Na Maria Preta o clima mudou desde aquele dia, era uma fazenda com somente um branco e alguns caboclos na lida do gado, o restante dos moradores eram escravos. Não se ouvia mais gargalhadas das negras na cozinha, as conversas dentro de casa eram raras e aos sussurros, enchia-se a casa grande de um clima de medo e um qualquer coisa de raiva do senhor que dera no negro até a morte. Os escravos pensavam que ele sabia que Sinval não suportaria a noite inteira ferido daquele jeito, tinham ali um senhor cruel, que matava negro no cipó de boi.

Severo sentira que a convivência com os seus escravos mudara a partir daquele dia, não faria nada para mudar aquilo. Negro só mesmo na peia. Era um homem contente naquele momento, todos na fazenda precisavam saber que com ele era no bruto, os que se metessem a besta veriam o cipó de boi cantar debaixo do pé de caixão.

Depois da sova no negro Sinval, aquela árvore, pé de caixão, criaria uma aura de mistério, os negros evitavam passar por ali, é como se vissem o pobre negro amarrado pelas mãos, com os pés quase sem tocar a chão, lavado de sangue, gemendo de dor com aquele corte horrível na barriga. Ninguém se sentava mais ali para descansar à sombra, o mato alto só era aparado quando a voz grossa de Severo ordenava, se arrepiavam todos ao sentir a sombra daquela árvore nas costas, uma sombra fria e sinistra a abreviar o calor do sol. Pé de caixão... dava até arrepio na escravatura da Maria Preta ouvir falar naquilo, a fazenda tinha agora aquele mal assombro, aquela região por onde ninguém passava de bom grado.

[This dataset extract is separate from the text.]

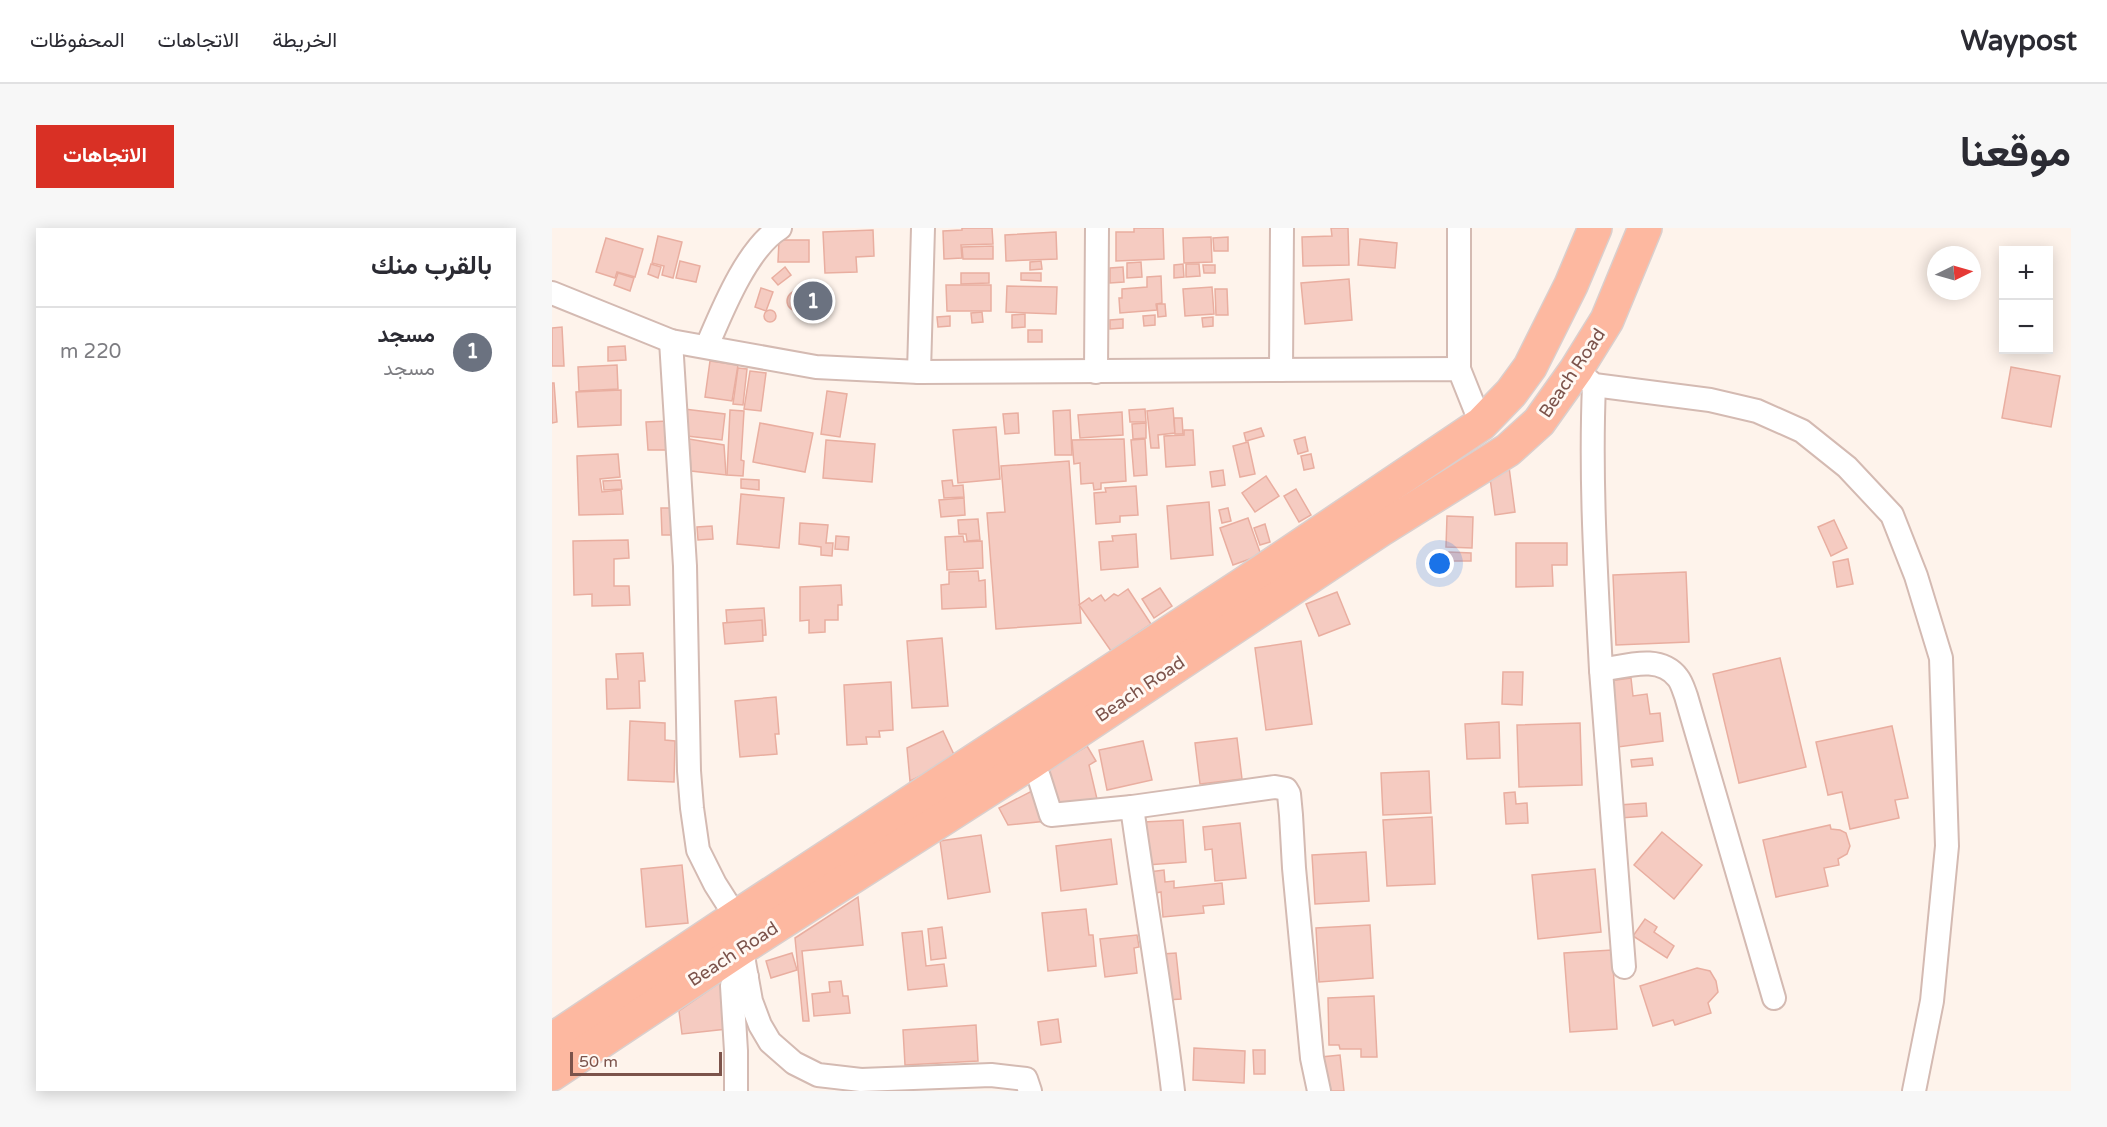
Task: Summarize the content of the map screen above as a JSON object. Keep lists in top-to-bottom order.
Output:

Para Severo aquilo era besteira, coisa de negro com suas mandigas. No início, pouco se levava a sério o malossombro daquela árvore, mas as histórias passaram a ganhar corpo, dizia-se ouvir vozes em sussurros assustadores, que a sombra daquela árvore era fria como gelo e que os negros obrigados a limpar o mato sob sua sombra adoeciam e ficavam malucos. Na feira do Bom Conselho falavam sobre o assunto, diziam que um dos negros que trabalharam embaixo da sombra da árvore maldita ficara maluco, conversava com fantasmas, vivia a falar sozinho, brigando com sombras.